The next significant event is the current rate case. The Joint Applicants have won a rate increase, and WNG opposes it. The Joint Applicants blame WNG for most of their problems, past, present, and future. They suggest that WNG's only motive is to preserve its monopoly position and that it is doing everything it can to "prevent or frustrate the entry of the Applicants as market participants."

WNG argues that the rate increase granted to the Joint Applicants gives them an unfair competitive edge. WNG suggests that even though its prices for natural gas are much lower than those of the Joint Applicants, certain entities such as WRI are bound by contract to purchase natural gas from the Joint Applicants, regardless of the difference in price.

The atmosphere in which this case was tried appears to have been one of mutual hostility and suspicion.
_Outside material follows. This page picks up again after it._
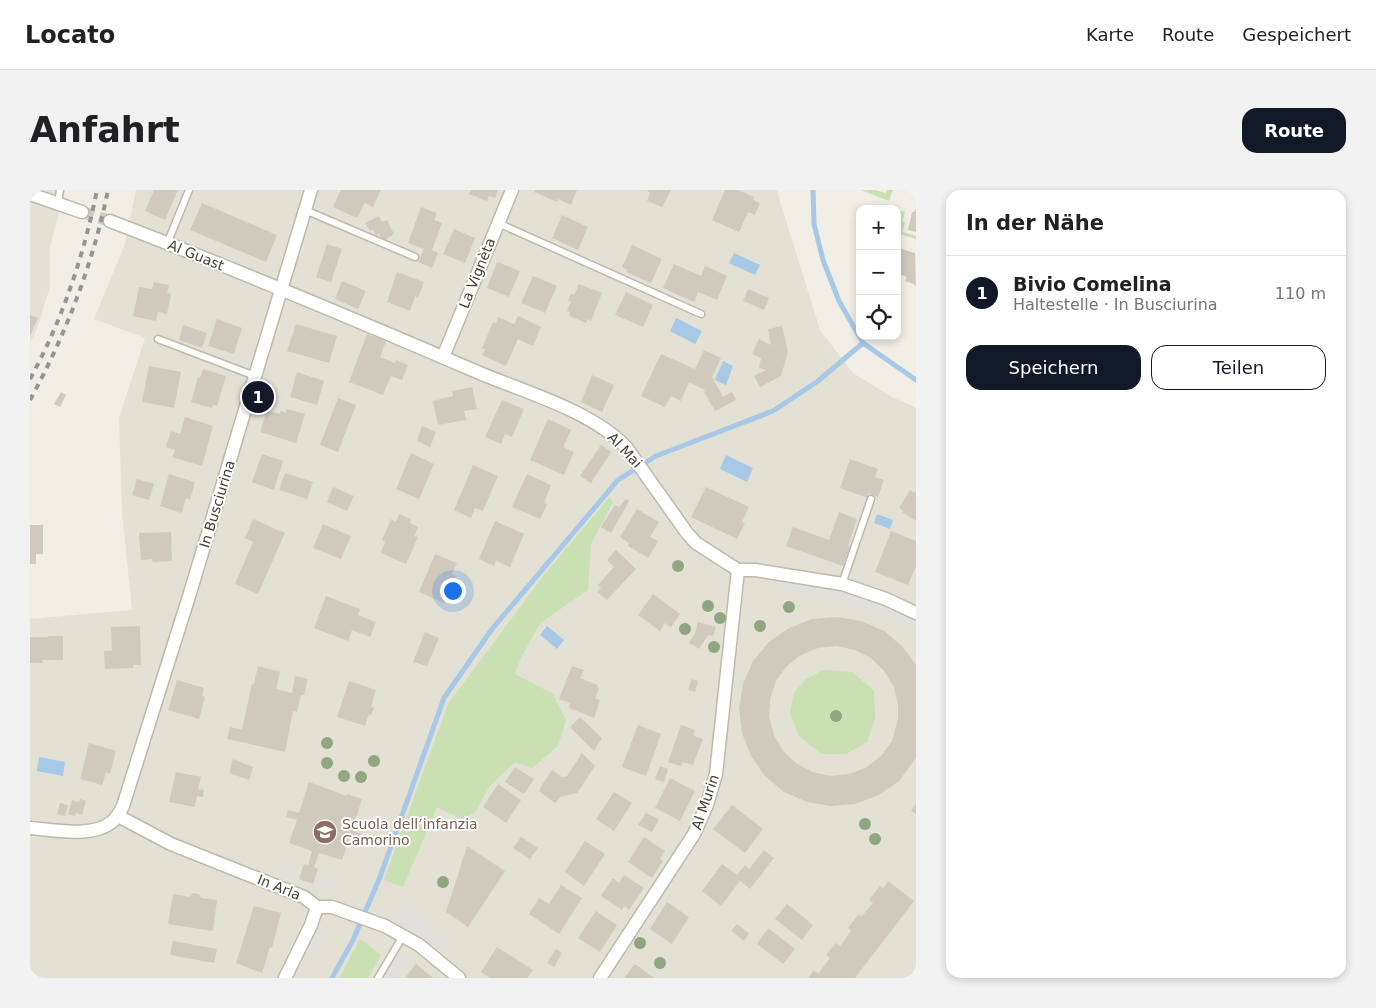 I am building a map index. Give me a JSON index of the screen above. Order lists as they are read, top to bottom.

This attitude continues to evidence itself on the appellate level. In essence, the argument is made that the KCC orders were directed at breaking up a monopoly and that this is such a laudable goal that the orders must be upheld. While we acknowledge that the goal of the KCC to introduce competition into the sale of natural gas was a laudable one, we do not believe that goal increased the power or authority of the KCC beyond the rule of law.

The KCC issued a number of orders in this case dealing with many different issues. WNG's only claim of error is directed at the "market entry costs" allowed to be recovered by the Joint Applicants. There is no claim of error as to any of the other orders issued by the KCC in this case.

At this point, we pause to note that it is difficult to precisely define what is meant by market entry costs. Despite that difficulty, we will use that term in this opinion. In general, these market entry costs are losses or shortfalls in revenue which were experienced by KPCLP and Phenix from 1985 through 1990. They appear to be somewhat in the nature of net operating losses. By whatever name we use to describe them, they were incurred by KPCLP and Phenix, and the KCC order treats them as assets of the Joint...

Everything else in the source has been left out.